Even though a final-week collapse cost the club a berth in the playoffs, most fans were happy with the season and looked forward to 2006. But they were wary. The winter deal-making period would determine whether the Dolans were as good as their word.
The owners, with Shapiro as their instrument, tried. In making bids for free agents Brian Giles, Trevor Hoffman and Nomar Garciaparra, Indians' offers were equal to or exceeded those of the teams with which the players ultimately signed.
The fans' response: Why didn't the Dolans offer even more? Or Shapiro offered more, but he knew the players wouldn't accept, a cynical ploy designed only to silence fan complaints. This theory shows how little credibility the Dolans have with the public.
Though hardly a scientific sampling of opinion, my e-mails have run 98 percent against the recent deals. Other writers I've talked to say the same. The talk shows are filled with venom for the Dolans and the trades.
These transactions have served mostly to add fuel to the fire for a fan base that already was skeptical of the commitment of ownership. And never mind that the transactions were not consummated to save money, even though the team has come out about $8 million ahead.
When all is said and done, Shapiro probably will use the entire $56 million he was allotted ($14 million more than he had in 2005) for payroll, if he can find quality players to take the money.
Besides being portrayed as cheap, the Dolans are being accused of delaying the fans' gratification endlessly. Last year was obviously the Tribe's breakout season in terms of a return to competitiveness. In other words, the 2006 club should be even better.
But because the inevitable loss of Kevin Millwood was not entirely mitigated by the signing of Paul Byrd, and Shapiro was outbid for other players, fan anxiety was already rising.
Add to that the Crisp-for-Michaels exchange. Not even Shapiro argues that the Phillies' No. 4 outfielder is an equal match for Crisp. The fans are right to believe the departure of Crisp will force the Indians to take a step backward in a season they were expected to be one of the top four teams in the American League.
Fans understand the Millwood situation. They realize the potential folly of offering even an elite pitcher a five-year contract, considering the fragility of his right elbow.

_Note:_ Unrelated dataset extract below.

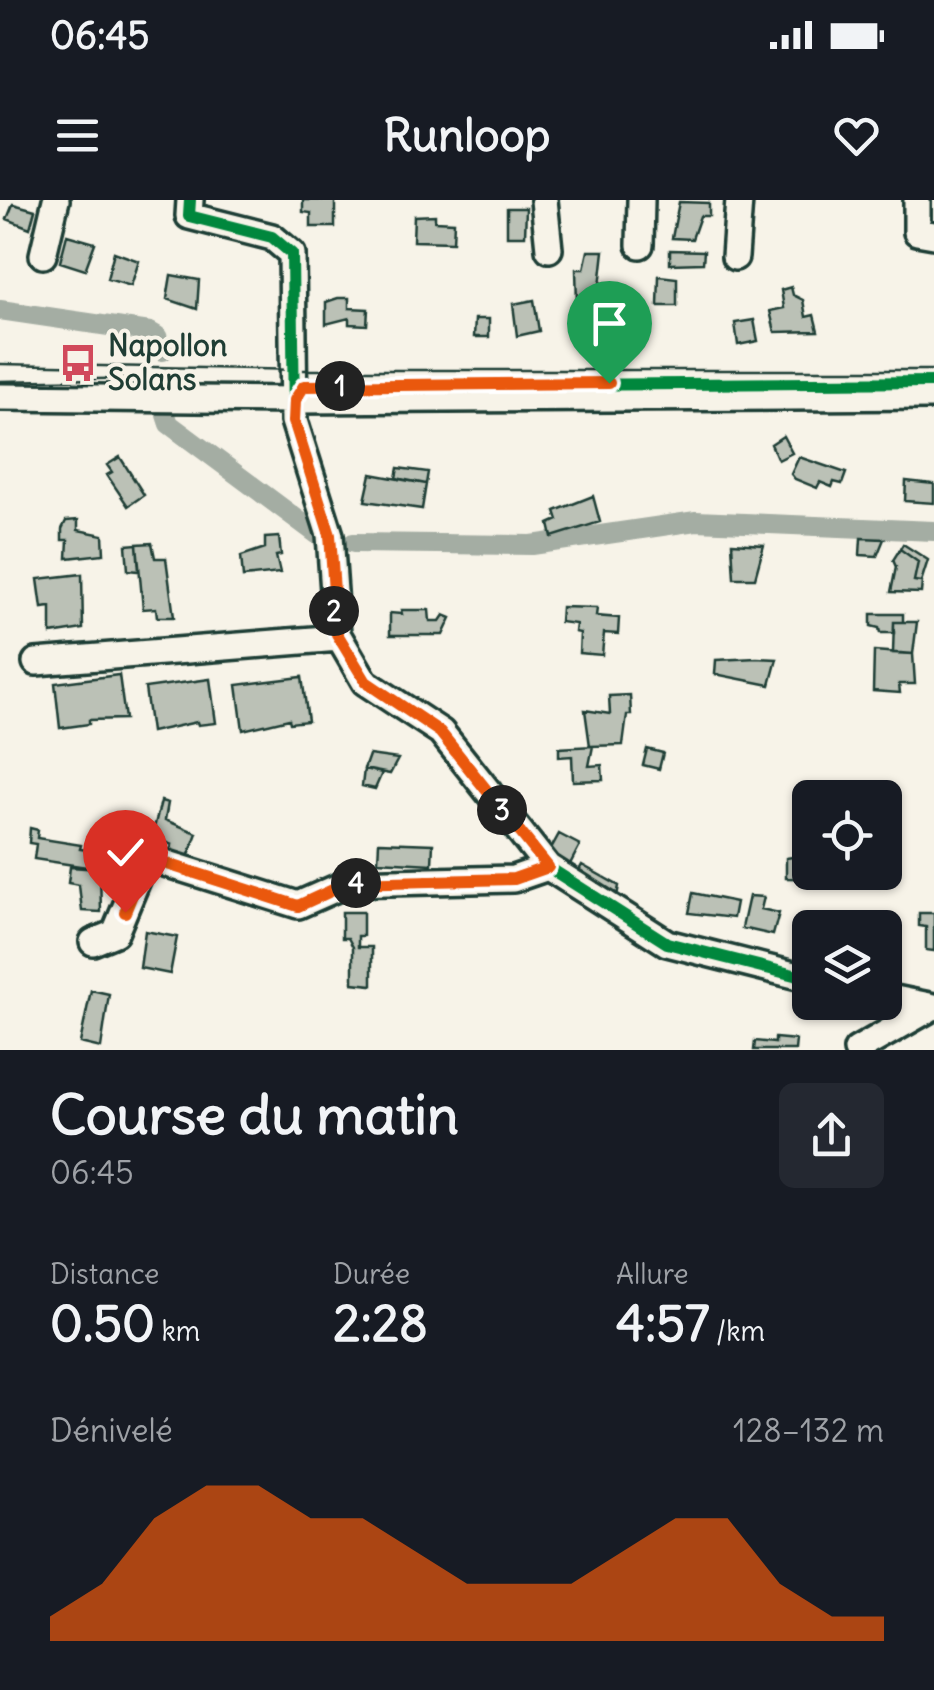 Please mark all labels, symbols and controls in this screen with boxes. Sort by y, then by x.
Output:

But the Crisp giveaway was totally voluntary. Shapiro had a choice. He didn't have to make the trade, then seek to fill a gaping hole by acquiring Michaels, a player who doesn't hit for power, who can't run, who is suspect in the outfield and who never has been a regular.
Would I have made the deal? As much as I trust Shapiro's judgment about Marte and Shoppach, I would not. This is one time the Indians needed to focus on winning now, not two or three years down the road.
Right or wrong, the Tribe's fan base feels betrayed. And betrayal can lead to the kind of hostility that keeps customers away from Jacobs Field by the thousands.
If that happens, the public's perception of the Dolans will turn into a self-fulfilling prophecy. For without an increase in gate receipts, where will the money come from to finance next winter's moves?